How to cite a film (APA 7, MLA 9, Chicago, Harvard)
Film citations make you choose a creator. The director, writer, studio, distributor, streaming platform, and production company can all appear on screen, but they do not all belong in the author slot. Most academic styles anchor a film with the director, then identify the title, release year, medium, and studio or distributor. Streaming access is a locator, not usually the creator.
When to use this source type
Use this source type when you cite a feature film, documentary, short film, or streamed movie as an audiovisual work. Examples include Christopher Nolan's Oppenheimer, Ava DuVernay's 13th, a National Film Board documentary, or a film held in a university streaming database. The key question is which version you watched and who is responsible for that version.
Do not cite a film as a website simply because you watched it on Netflix, YouTube, Kanopy, or a studio page. The platform may be included as access information, but the film remains the source. If you cite a specific scene, use a timestamp in the in-text citation, note, or prose rather than trying to put scene details into the reference list.
Be more specific when the version matters. A restored cut, director's cut, dubbed release, classroom streaming copy, or archival edition can differ from the original theatrical release. If your argument depends on music, subtitles, colour grading, added scenes, or distribution context, include the distributor, platform, or format detail your style allows. If you discuss the film as a whole, the standard director, year, title, and studio pattern is enough.
Quick reference table
The same source facts appear in each style, but they move around. Check the author role, date detail, title formatting, container, locator, and the one style-specific rule before you paste a citation into your reference list.
| Style | Author | Date | Title | Container | URL or locator | Style note |
|---|---|---|---|---|---|---|
| APA 7 | Director surname and initials with (Director). | Release year in parentheses. | Film title italicized in sentence case. | [Film] in square brackets. | Production company or distributor. | URL only for online versions when needed. |
| MLA 9 | Film title usually comes first. | Year near end after distributor. | Title italicized. | Directed by director name. | Distributor or production company. | Platform or URL optional for streamed version. |
| Chicago | Director can lead the reference entry. | Year after director in author-date. | Film title italicized. | Director role or medium noted. | Distributor or studio. | Notes can include timestamps. |
| Harvard | Director surname and initials with role. | Year in parentheses. | Film title italicized. | [Film] after title or medium. | Distributor or production company. | URL and access date for online copies if required. |
APA 7 walkthrough
APA 7 starts with the same basic question: who is responsible for this film? For a film, puts the director in the author position with (Director). The date element uses the release year for the version you watched. The title element italicizes the film title and uses sentence case. The source element adds [Film] in square brackets after the title. Finally, the locator element names the production company or distributor and adds a URL only when the online copy is important. Work through those fields in order and the punctuation becomes much easier to control.

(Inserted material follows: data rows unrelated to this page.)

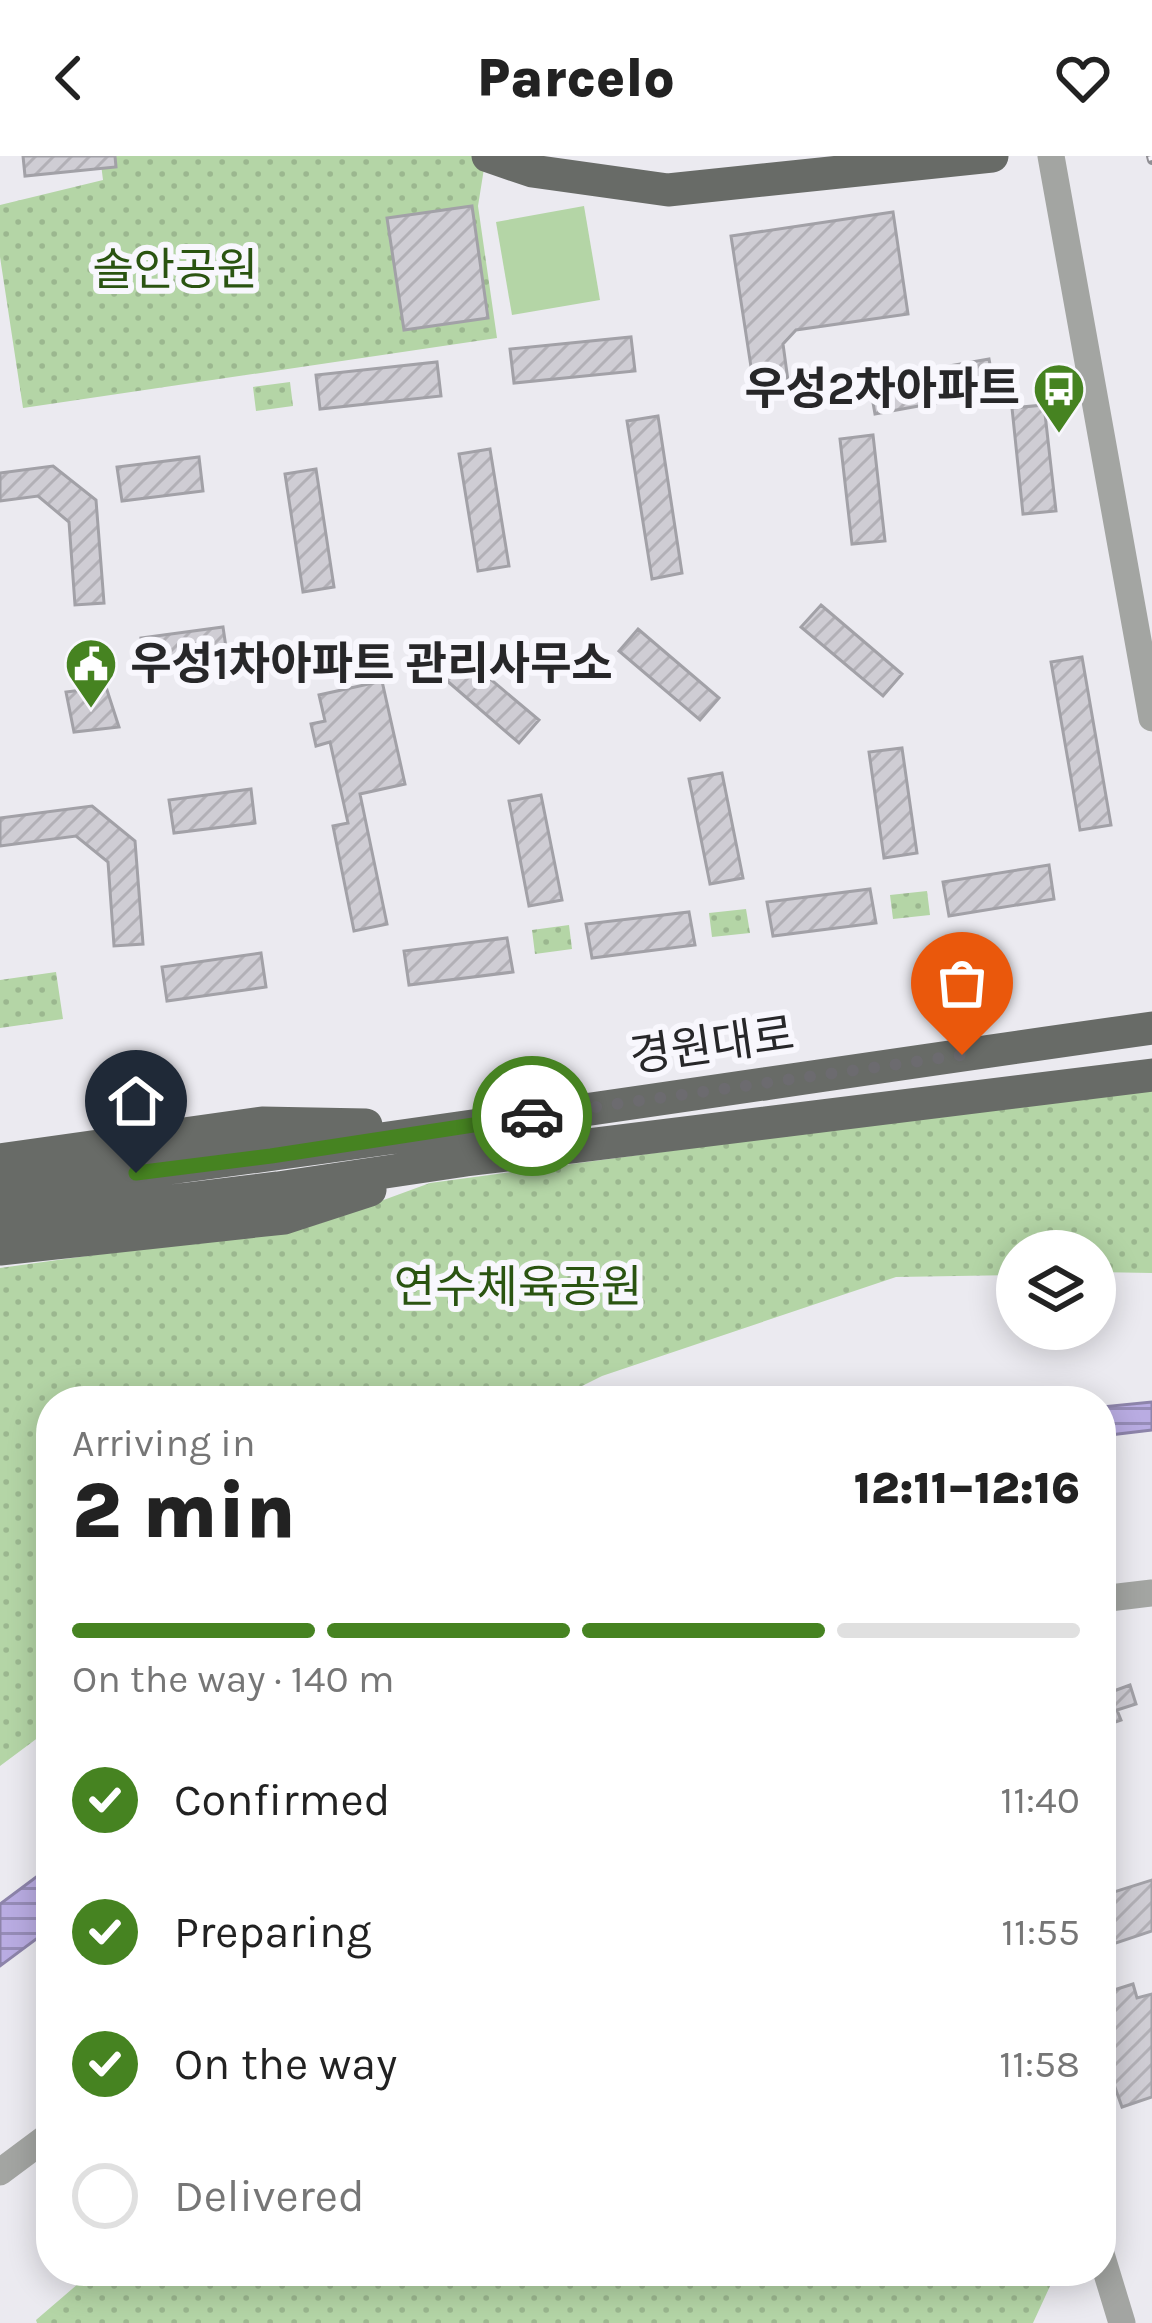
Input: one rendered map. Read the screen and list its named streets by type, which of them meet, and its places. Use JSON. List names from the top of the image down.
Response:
{
  "streets": {
    "main road": ["경원대로"]
  },
  "parks": ["솔안공원", "연수체육공원"],
  "places": {
    "bus stop": ["우성2차아파트"],
    "public building": ["우성1차아파트 관리사무소"]
  },
  "page": {
    "header": "Parcelo",
    "heading": ["2 min", "Arriving in", "12:11–12:16"],
    "bar": "On the way · 140 m",
    "list": [
      ["Confirmed", "11:40"],
      ["Preparing", "11:55"],
      ["On the way", "11:58"],
      "Delivered"
    ]
  }
}
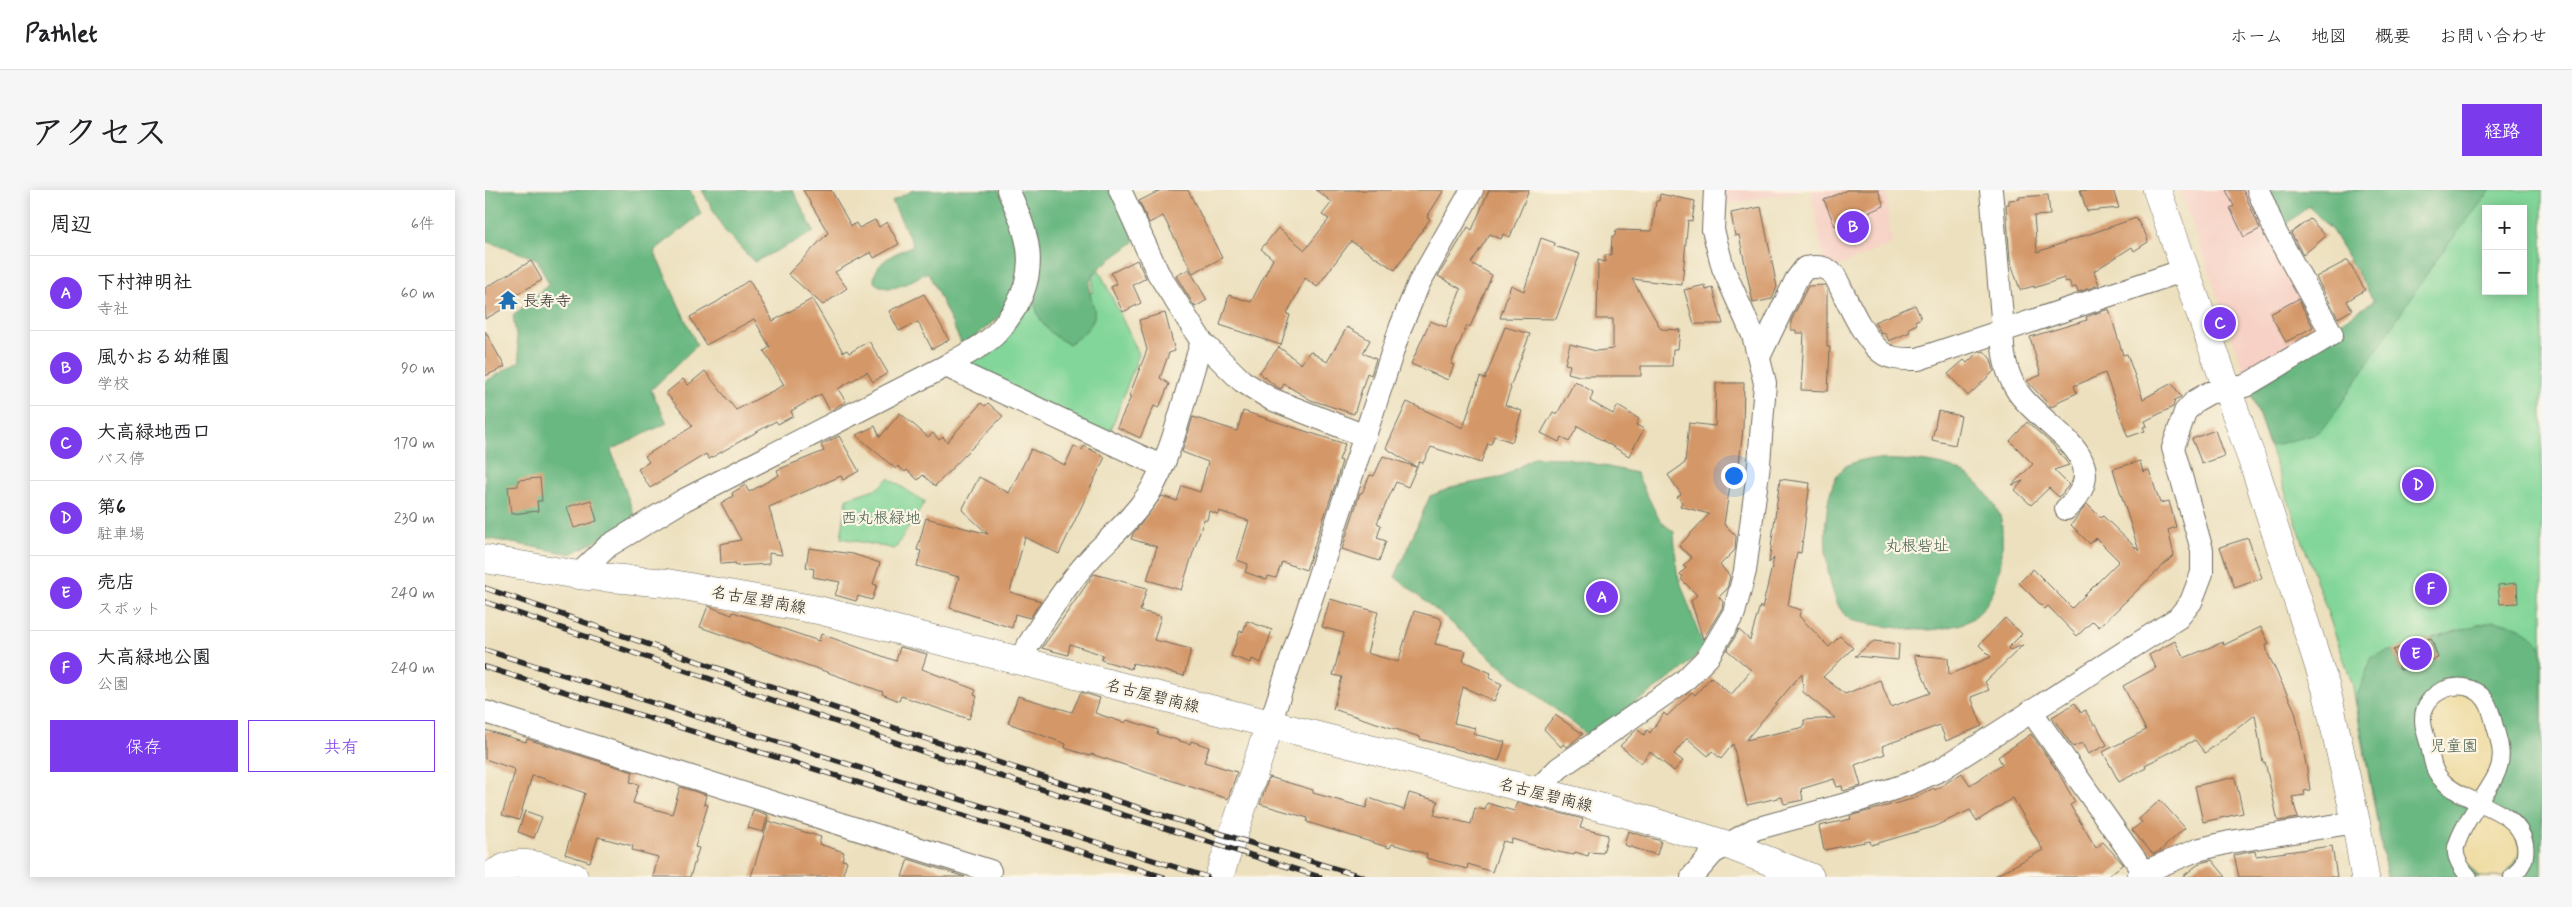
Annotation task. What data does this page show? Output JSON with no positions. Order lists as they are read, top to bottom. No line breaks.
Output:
{"streets":{"main road":["名古屋碧南線"]},"parks":["西丸根緑地","丸根砦址","児童園"],"places":{"temple":["長寿寺"]},"page":{"header":"Pathlet","nav":["ホーム","地図","概要","お問い合わせ"],"title":"アクセス","buttons":["経路",["保存","共有"]],"heading":["周辺","6件"],"map_buttons":["+","−"],"pins":["B","C","D","F","A","E"],"list":[{"mark":"A","name":"下村神明社","note":"寺社","value":"60 m"},{"mark":"B","name":"風かおる幼稚園","note":"学校","value":"90 m"},{"mark":"C","name":"大高緑地西口","note":"バス停","value":"170 m"},{"mark":"D","name":"第6","note":"駐車場","value":"230 m"},{"mark":"E","name":"売店","note":"スポット","value":"240 m"},{"mark":"F","name":"大高緑地公園","note":"公園","value":"240 m"}]}}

APA 7 does not put the streaming platform in the author slot, even if that is where you watched the film. Add a URL only when the online copy is the version your reader needs. In text, use (Nolan, 2023). If you quote directly, add the page, paragraph, timestamp, or legal pin cite required by the style. If your source is online, prefer a stable URL or DOI over a search-result link, and remove tracking parameters before you submit the reference.
Nolan, C. (Director). (2023). Oppenheimer [Film]. Universal Pictures.
MLA 9 walkthrough
MLA 9 starts with the same basic question: who is responsible for this film? For a film, usually starts with the film title, then names the director. The date element places the release year after the distributor. The title element italicizes the film title in title case. The source element uses directed by plus the director name, then distributor or studio. Finally, the locator element adds a platform, database, or URL only when citing a specific online version. Work through those fields in order and the punctuation becomes much easier to control.
MLA starts with the title because films are often discussed as works rather than by director surname. In text, use (Oppenheimer). If you quote directly, add the page, paragraph, timestamp, or legal pin cite required by the style. If your source is online, prefer a stable URL or DOI over a search-result link, and remove tracking parameters before you submit the reference.
Oppenheimer. Directed by Christopher Nolan, Universal Pictures, 2023.
Chicago walkthrough
Chicago starts with the same basic question: who is responsible for this film? For a film, can lead with the director for a reference-list entry. The date element uses the release year after the director. The title element italicizes the film title. The source element identifies the medium and distributor or studio. Finally, the locator element uses timestamps in notes or in-text discussion for specific scenes. Work through those fields in order and the punctuation becomes much easier to control.
Chicago notes-bibliography is useful for film studies because footnotes can include format, scene, and timestamp detail without making the reference entry unwieldy. In text, use (Nolan 2023). If you quote directly, add the page, paragraph, timestamp, or legal pin cite required by the style. If your source is online, prefer a stable URL or DOI over a search-result link, and remove tracking parameters before you submit the reference.
Nolan, Christopher, dir. 2023. Oppenheimer. Universal Pictures.
Harvard walkthrough
Harvard starts with the same basic question: who is responsible for this film? For a film, uses the director surname and initials with a role label. The date element puts the release year in parentheses after the director. The title element italicizes the title. The source element adds [Film] and names the distributor or production company. Finally, the locator element can add Available at and an access date for a streamed copy when your institution requires it. Work through those fields in order and the punctuation becomes much easier to control.
Cite Them Right 12th edition treats films as audiovisual works, with the director as the usual creator. In text, use (Nolan, 2023). If you quote directly, add the page, paragraph, timestamp, or legal pin cite required by the style. If your source is online, prefer a stable URL or DOI over a search-result link, and remove tracking parameters before you submit the reference.
Nolan, C. (dir.) (2023) Oppenheimer [Film]. Universal Pictures.
Common mistakes for this source type
Most errors come from forcing a film into the wrong template. Before submitting, check these details against the source itself, not against a database preview or a copied citation.
- Putting Netflix, YouTube, or Kanopy in the author slot.
- Using the streaming upload year instead of the film release year.
- Forgetting the director role label in APA or Harvard.
- Citing a trailer, clip, or interview as if it were the full film.
- Putting timestamps in the reference list instead of in-text, notes, or prose.
- Ignoring a special edition when your analysis depends on that exact version.